Friday, August 25, 2017

Optimizing Softball Fielding Positions

In April 2017, I signed up for a coed recreation softball league through HubSports, which runs several recreational sports leagues throughout the greater Boston area. When signing up online, I checked a box indicating that I would be willing to serve as team captain for whatever team the organizers put together. A few days later, the teams were arranged and I was selected as the captain of the "Danehy Dozen".

One of the first things I did was send out a survey to my teammates asking for everyone's preferences on fielding positions. There was a lot of variety—some people only liked a couple positions, some people liked playing only infield or outfield, and some had no preferences at all. I quickly realized that with 10 fielding positions—our league plays with 4 outfielders—and ~13 players, the number of possible fielding lineups was immense at 13!/3!, or more than 1 billion! I reasoned that I could save time and improve player satisfaction by writing a program to determine optimal fielding lineups for maximum player happiness, based on the survey results.

The first implementation of the program, written in MATLAB, worked like this:

  1. Generate a random lineup.
  2. If fewer than 3 women are on the field, discard the lineup and start again from step 1. This is a coed league requirement to avoid penalties.
  3. Score the lineup, giving 1 point if a player likes their position, 0 if they are neutral, and -1 if they dislike it.
  4. If the lineup's score is equal to or greater than the current best lineup found, output it as text.
  5. Loop back to step 1.
This worked well, and generally after 10-15 seconds of searching, the program stumbled upon an arrangement where everyone liked where they were playing. However, I noticed a problem: since the program sought only to maximize score, players who liked more positions were more likely to be placed in lineups, and conversely, players who were choosier were more likely to be benched. Since I also wanted to equalize play time, this was not an acceptable behavior.
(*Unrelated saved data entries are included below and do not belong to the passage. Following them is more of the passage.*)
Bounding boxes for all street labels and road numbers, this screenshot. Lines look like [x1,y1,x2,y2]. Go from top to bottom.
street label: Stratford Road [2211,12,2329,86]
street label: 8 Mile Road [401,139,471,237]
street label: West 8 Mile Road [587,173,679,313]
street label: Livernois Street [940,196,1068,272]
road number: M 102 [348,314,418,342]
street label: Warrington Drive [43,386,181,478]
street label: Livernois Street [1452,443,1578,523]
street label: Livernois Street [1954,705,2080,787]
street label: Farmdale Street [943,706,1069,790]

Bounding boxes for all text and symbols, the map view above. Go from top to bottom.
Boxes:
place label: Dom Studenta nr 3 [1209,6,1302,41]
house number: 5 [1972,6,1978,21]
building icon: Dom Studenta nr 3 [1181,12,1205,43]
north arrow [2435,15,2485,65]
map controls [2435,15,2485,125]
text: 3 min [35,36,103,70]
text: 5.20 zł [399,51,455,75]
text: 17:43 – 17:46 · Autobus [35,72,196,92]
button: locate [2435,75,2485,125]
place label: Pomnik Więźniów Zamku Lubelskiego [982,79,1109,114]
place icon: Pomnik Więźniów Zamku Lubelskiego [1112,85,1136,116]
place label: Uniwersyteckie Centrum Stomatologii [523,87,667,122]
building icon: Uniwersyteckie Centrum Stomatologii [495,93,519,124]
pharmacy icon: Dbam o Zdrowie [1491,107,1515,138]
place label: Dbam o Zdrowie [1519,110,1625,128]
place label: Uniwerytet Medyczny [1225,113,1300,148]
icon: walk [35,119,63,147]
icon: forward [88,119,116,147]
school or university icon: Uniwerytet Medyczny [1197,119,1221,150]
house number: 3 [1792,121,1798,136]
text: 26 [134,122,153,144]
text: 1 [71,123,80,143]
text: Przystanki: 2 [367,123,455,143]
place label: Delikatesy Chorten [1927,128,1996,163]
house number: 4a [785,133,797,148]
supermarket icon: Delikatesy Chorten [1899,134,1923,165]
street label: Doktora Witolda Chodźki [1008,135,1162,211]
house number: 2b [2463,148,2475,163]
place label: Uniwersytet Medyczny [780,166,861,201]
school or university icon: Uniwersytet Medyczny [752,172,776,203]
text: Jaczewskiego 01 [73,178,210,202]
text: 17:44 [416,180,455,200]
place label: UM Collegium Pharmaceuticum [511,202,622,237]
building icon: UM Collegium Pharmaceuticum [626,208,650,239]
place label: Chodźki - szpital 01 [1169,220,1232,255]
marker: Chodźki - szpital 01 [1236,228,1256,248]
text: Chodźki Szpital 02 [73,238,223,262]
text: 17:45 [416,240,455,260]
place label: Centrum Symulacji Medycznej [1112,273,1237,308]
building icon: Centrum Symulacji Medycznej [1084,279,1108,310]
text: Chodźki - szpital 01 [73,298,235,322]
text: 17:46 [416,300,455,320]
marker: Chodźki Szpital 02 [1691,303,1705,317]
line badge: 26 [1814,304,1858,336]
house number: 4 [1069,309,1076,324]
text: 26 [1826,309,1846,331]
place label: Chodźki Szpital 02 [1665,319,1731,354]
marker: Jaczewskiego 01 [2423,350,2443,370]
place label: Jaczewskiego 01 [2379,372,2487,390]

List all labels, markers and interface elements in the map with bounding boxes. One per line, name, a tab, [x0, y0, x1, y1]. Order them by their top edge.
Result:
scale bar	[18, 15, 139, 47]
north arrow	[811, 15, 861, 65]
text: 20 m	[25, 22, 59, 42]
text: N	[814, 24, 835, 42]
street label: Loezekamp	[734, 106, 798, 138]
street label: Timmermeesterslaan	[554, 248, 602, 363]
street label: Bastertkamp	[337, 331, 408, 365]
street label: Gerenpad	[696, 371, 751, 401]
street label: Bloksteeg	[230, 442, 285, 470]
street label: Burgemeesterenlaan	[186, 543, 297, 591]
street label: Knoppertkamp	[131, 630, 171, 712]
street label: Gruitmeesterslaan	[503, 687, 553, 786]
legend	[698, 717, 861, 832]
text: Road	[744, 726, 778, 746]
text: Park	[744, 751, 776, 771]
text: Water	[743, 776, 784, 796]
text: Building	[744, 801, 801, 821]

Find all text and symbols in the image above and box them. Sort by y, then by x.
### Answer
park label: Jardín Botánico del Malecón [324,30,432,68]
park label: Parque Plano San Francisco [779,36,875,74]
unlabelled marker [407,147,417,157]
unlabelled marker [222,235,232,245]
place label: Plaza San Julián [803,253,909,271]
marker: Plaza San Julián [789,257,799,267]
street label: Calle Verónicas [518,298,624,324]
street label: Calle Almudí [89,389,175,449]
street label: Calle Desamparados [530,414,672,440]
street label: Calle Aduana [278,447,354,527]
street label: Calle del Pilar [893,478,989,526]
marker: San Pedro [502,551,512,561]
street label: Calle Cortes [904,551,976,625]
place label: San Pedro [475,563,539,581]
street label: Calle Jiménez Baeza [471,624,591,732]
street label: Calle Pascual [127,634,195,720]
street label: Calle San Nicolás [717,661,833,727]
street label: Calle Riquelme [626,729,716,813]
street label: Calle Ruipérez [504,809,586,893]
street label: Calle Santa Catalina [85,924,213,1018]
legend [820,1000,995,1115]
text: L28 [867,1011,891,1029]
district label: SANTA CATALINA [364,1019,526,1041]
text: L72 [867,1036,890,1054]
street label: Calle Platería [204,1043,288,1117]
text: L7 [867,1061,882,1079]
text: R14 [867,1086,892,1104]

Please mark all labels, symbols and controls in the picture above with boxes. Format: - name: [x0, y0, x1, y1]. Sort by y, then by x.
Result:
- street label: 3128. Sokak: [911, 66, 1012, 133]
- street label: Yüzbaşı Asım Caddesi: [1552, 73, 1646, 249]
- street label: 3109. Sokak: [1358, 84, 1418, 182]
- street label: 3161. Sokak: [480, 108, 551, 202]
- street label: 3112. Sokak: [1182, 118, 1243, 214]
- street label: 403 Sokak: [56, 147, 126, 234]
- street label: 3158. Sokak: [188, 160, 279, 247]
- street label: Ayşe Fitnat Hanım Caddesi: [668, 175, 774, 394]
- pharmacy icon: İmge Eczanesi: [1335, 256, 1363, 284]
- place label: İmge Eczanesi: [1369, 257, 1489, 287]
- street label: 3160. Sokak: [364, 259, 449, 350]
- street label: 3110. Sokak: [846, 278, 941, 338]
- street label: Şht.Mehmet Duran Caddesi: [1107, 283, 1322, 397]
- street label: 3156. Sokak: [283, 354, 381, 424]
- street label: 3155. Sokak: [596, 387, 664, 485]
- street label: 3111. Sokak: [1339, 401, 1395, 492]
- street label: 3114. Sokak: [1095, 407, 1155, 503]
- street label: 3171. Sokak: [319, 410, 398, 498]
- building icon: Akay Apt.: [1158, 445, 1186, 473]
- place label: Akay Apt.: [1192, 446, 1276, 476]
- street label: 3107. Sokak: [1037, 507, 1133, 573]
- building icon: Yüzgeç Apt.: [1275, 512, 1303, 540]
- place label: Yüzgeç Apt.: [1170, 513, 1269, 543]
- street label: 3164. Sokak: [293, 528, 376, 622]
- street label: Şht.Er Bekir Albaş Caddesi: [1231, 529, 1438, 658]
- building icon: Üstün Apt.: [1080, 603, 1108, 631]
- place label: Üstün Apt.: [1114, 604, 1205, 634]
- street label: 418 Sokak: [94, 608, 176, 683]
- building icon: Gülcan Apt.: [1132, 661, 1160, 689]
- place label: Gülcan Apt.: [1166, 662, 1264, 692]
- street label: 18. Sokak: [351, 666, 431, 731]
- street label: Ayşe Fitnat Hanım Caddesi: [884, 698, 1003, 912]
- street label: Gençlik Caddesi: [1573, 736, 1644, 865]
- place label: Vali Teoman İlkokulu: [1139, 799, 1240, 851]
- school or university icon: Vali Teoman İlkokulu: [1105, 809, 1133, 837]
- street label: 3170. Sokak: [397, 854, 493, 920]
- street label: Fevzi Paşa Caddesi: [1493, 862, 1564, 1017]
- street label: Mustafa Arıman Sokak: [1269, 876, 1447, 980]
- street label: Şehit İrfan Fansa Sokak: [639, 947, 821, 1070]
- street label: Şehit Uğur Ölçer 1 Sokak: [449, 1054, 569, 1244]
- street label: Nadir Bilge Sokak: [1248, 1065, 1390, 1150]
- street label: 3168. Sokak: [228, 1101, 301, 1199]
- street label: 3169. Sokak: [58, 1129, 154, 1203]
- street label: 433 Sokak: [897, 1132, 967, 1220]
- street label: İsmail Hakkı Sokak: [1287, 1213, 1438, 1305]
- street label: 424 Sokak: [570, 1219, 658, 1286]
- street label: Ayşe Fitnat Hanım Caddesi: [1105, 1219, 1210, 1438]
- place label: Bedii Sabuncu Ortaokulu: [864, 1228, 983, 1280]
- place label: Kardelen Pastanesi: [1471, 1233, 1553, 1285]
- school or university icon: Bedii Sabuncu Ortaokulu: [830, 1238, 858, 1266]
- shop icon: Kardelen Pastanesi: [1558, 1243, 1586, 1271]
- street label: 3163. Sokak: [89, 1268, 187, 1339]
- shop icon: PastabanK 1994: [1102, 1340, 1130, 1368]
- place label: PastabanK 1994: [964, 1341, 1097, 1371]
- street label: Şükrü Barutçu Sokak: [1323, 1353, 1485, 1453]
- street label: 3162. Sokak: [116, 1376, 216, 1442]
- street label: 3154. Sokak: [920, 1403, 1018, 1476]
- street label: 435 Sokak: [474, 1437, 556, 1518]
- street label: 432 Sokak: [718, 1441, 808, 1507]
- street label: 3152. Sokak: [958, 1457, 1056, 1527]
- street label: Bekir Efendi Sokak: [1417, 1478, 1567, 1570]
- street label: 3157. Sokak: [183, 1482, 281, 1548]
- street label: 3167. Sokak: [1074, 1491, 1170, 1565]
To fix this, I altered the scoring step, focusing on individual player satisfaction—i.e., for this player in this position, are they as happy as they can be? I represented maximum happiness as the most-positive response they gave, as some players were neutral on everything. I also shifted from a -1 to 1 scale to a 1 to 3 scale, since happiness is like length in that it can't be negative. The new scoring step was:
  1. ...
  2. ...
  3. Score the lineup, giving 1/N points if the player dislikes their position, 2/N if they are neutral, and 3/N if they like it, where N represents the most-positive response that player gave on a 1-3 scale.
  4. ...
  5. ...
This new scoring method both maximized player happiness and equalized play time—a success! However, during our first game I realized there was still room for improvement when the program inadvertently placed newer players in high-pressure positions like shortstop and left field. I also began to realize that part of maximizing player happiness is maximizing the team's win probability, since everyone likes to win and people generally prefer to play positions where they are most likely to succeed.

To this end, I made one additional change. Prior to each game, I would open the cell array representing player preferences and update it with my own subjective assessments based on player performance in practices and games. I primarily used this step to steer the program away from putting players in positions where I thought they would not perform well based on my assessment. As the season progressed and I refined my ideas of who would play best where, a stability emerged from our lineups where players tended to play the same 1-2 positions, which they liked and were well-suited in terms of skills to play.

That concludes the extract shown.